Les raisons de l’embellie initiale demeurent quelque peu mystérieuses. Une pincée d’intervention de la BCE sur la dette italienne par-ci… une pincée de rumeurs (invérifiables) concernant l’assouplissement des positions allemandes sur les moyens d’action de la BCE par là… et l’euro fait ce qu’on lui intime de faire, c’est-à-dire sauver l’Euro-Stoxx du naufrage.

Ce n’est pas un scoop : les tensions internes sur les taux au sein de la Zone euro pourraient déboucher sur une soudaine capitulation des indices boursiers.
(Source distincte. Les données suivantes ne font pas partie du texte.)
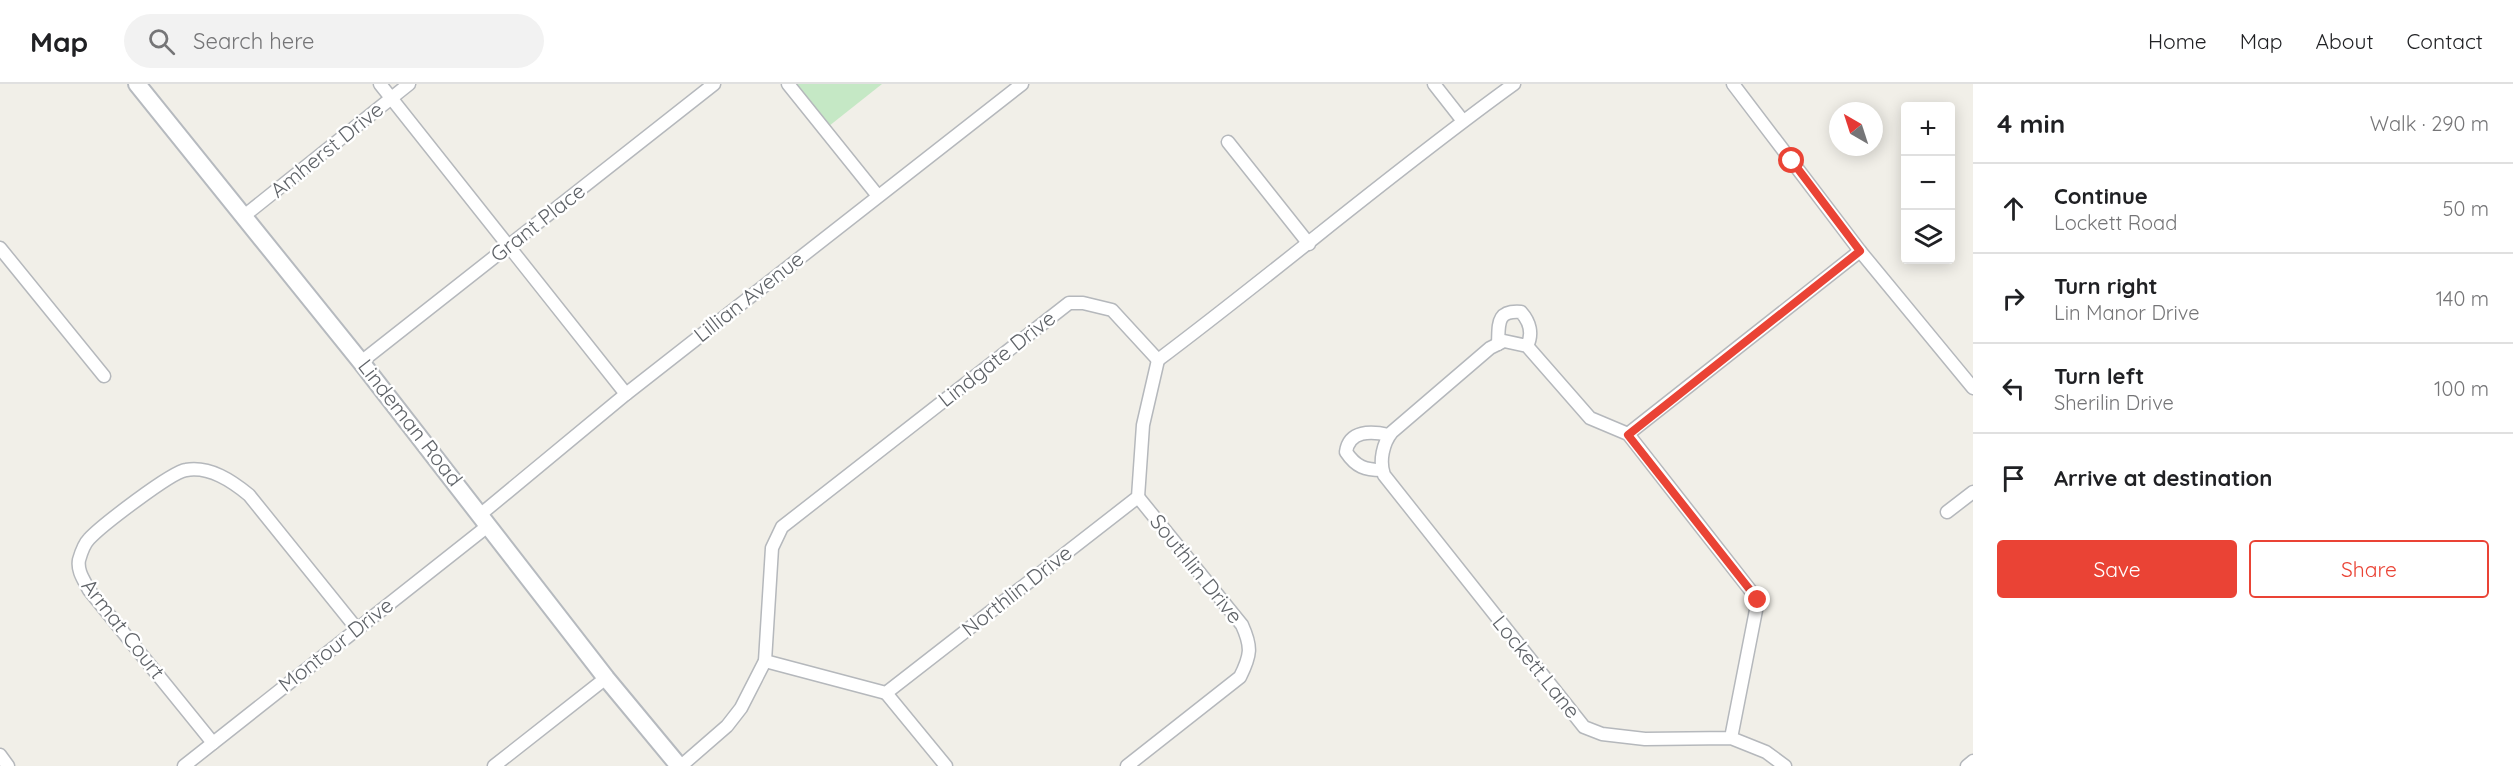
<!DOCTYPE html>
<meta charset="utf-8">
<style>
body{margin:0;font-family:Quicksand,sans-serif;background:#f2f2f2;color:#202124}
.controls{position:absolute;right:18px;top:18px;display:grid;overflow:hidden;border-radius:6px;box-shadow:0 3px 15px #0003}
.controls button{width:54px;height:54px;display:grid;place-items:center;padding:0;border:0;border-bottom:2px solid #e0e0e0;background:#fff;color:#202124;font:30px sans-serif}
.compass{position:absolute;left:1829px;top:18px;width:54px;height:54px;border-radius:50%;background:#fff;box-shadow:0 3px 15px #0003;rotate:321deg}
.stop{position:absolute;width:18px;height:18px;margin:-14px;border:4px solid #ea4335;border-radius:50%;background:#fff}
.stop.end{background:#ea4335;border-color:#fff;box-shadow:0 2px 6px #0008}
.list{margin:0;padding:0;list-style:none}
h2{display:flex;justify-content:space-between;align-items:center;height:78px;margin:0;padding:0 24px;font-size:26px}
h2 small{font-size:20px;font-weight:400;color:#757577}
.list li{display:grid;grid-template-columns:39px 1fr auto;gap:18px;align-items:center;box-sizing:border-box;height:90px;padding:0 24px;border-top:2px solid #e0e0e0}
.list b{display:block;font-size:22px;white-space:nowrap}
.list p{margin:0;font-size:20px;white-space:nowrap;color:#757577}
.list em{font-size:20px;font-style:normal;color:#757577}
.actions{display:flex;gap:12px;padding:18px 24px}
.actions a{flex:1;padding:14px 0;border:2px solid #ea4335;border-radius:6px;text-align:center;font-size:21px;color:#ea4335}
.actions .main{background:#ea4335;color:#fff}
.icon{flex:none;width:33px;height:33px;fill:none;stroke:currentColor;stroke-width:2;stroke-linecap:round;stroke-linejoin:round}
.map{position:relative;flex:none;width:1973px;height:682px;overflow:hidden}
header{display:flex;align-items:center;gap:36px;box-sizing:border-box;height:84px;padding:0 30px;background:#fff;border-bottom:2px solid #e0e0e0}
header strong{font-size:28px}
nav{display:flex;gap:33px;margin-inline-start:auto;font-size:21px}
.search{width:420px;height:54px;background:#f2f2f2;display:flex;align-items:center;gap:15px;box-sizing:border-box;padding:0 21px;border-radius:33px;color:#757577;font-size:22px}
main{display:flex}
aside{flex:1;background:#fff}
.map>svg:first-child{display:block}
</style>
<header>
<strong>Map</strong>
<div class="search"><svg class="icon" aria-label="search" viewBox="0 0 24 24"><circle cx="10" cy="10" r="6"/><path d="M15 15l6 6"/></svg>Search here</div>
<nav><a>Home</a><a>Map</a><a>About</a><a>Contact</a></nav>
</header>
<main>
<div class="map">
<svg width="1973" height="682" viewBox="0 0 1973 682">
<rect width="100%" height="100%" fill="#f1efe8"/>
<!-- green -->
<polygon fill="#c5e8c5" points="795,0 882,0 829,42"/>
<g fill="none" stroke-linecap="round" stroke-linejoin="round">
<!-- street casing -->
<g stroke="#b5b8bc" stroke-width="15">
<g id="street">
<polyline points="380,0 626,310"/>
<polyline points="788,0 878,112"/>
<polyline points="1434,0 1463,37"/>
<polyline points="1733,0 1860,167 1973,304"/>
<polyline points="1228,58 1309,160"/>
<polyline points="244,132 409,0"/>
<polyline points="0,164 104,292"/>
<path d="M1498,260C1499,240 1496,226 1521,228C1530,238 1533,250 1527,262"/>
<polyline points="361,278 714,0"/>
<polyline points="1628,350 1860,167"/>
<path d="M1382,386C1365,386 1356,383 1346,368C1349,346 1371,347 1389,351"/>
<polyline points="1947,428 1973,408"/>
<polyline points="481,430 626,310 1022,0"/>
<polyline points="765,577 886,609 1138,413 1143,341 1158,276"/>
<polyline points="886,609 946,682"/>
<path d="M1731,654L1758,516L1628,350L1590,334L1527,262L1504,257L1490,264L1392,348C1383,359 1379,377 1384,391L1584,643L1602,650L1645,655L1731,654L1766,668L1785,682"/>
<path d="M213,659L89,506C84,496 77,487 79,476C81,469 84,460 89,455C101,442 171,388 186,386C210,382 232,397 249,411L357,545"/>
<polyline points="0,671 8,682"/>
<polyline points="184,682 489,441"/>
<polyline points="494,682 606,594"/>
<path d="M681,682L727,642L741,624L765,577L772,464L782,443L1069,219H1083L1112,226L1158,276C1278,186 1392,88 1514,0"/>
<path d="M1127,682L1240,593C1251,571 1252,563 1242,541L1138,413"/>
<polyline points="1967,682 1973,677"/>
</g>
</g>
<!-- secondary casing -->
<g stroke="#b6babf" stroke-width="20">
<polyline id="secondary" points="137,0 361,278 606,594 679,682"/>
</g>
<!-- street -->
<use href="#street" stroke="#fff" stroke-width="12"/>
<!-- secondary -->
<use href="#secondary" stroke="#fff" stroke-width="16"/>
</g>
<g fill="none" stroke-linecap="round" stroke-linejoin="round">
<!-- route -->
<polyline stroke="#ea4335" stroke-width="8" points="1758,516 1628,351 1860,167 1792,77"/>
</g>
<g text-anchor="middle" stroke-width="5" stroke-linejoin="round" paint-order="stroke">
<!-- street labels -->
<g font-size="21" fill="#5f6368" stroke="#fff">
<text transform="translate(327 66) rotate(-39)" y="7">Amherst Drive</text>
<text transform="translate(538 139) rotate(-38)" y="7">Grant Place</text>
<text transform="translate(749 213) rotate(-38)" y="7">Lillian Avenue</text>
<text transform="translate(997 275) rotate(-38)" y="7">Lindgate Drive</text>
<text transform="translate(410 339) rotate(52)" y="7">Lindeman Road</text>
<text transform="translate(1196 485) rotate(51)" y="7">Southlin Drive</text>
<text transform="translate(1017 507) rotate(-38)" y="7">Northlin Drive</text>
<text transform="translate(123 545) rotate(52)" y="7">Armat Court</text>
<text transform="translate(336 561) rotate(-38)" y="7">Montour Drive</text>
<text transform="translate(1536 583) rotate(51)" y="7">Lockett Lane</text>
</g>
</g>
</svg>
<div class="controls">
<button>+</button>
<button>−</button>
<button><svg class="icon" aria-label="layers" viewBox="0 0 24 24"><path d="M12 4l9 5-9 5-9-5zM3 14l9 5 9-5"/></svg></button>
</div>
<svg class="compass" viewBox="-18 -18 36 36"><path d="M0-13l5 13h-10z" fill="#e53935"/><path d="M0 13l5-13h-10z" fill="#757577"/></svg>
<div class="stop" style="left:1792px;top:77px"></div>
<div class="stop end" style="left:1758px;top:516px"></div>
</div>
<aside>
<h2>4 min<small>Walk · 290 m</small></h2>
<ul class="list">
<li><svg class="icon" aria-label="ahead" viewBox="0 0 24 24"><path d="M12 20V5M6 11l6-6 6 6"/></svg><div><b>Continue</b><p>Lockett Road</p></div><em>50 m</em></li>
<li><svg class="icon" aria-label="right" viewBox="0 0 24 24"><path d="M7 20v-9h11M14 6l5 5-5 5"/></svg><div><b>Turn right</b><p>Lin Manor Drive</p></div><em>140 m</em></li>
<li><svg class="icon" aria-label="left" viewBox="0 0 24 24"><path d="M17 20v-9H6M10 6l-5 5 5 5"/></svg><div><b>Turn left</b><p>Sherilin Drive</p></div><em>100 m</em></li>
<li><svg class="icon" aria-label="arrive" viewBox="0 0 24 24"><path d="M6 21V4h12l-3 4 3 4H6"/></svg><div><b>Arrive at destination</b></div></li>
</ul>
<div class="actions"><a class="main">Save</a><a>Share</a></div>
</aside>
</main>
Cela dès lors que la BCE ne pourrait plus faire face à sa double mission : alimenter les banques en liquidités (et en dollars pour certaines d’entre elles puisque Wall Street ne leur fait plus confiance), et éteindre l’incendie sur le front des dettes souveraines.

Quand une accalmie semble se dessiner en Italie (avec des rendements qui retombent sous la barre des 7% en début de matinée), ce sont les taux longs français et belges qui se mettent à grimper de façon incontrôlable, avec des écarts de rendement qui dépassent chaque jour des records historiques depuis le début de la semaine.

▪ Si ce genre d’observation vous semble abstrait, sachez que chaque hausse de rendement des bons du Trésor — quelle que soit leur provenance — correspond à une chute symétrique de la valeur du portefeuille de créances détenues par les intermédiaires financiers (banquiers et assureurs).

Les pertes latentes viennent amputer d’autant les fonds propres et grever la capacité de prêt des établissements de crédit.

Les 50% de dette grecque effacés d’un trait de plume par les banques françaises n’ont eu d’impact que sur le montant des bénéfices trimestriels. En revanche, la chute des emprunts espagnols ou italiens affecte la valeur globale des actifs qui sert de base de calcul au ratio tier one.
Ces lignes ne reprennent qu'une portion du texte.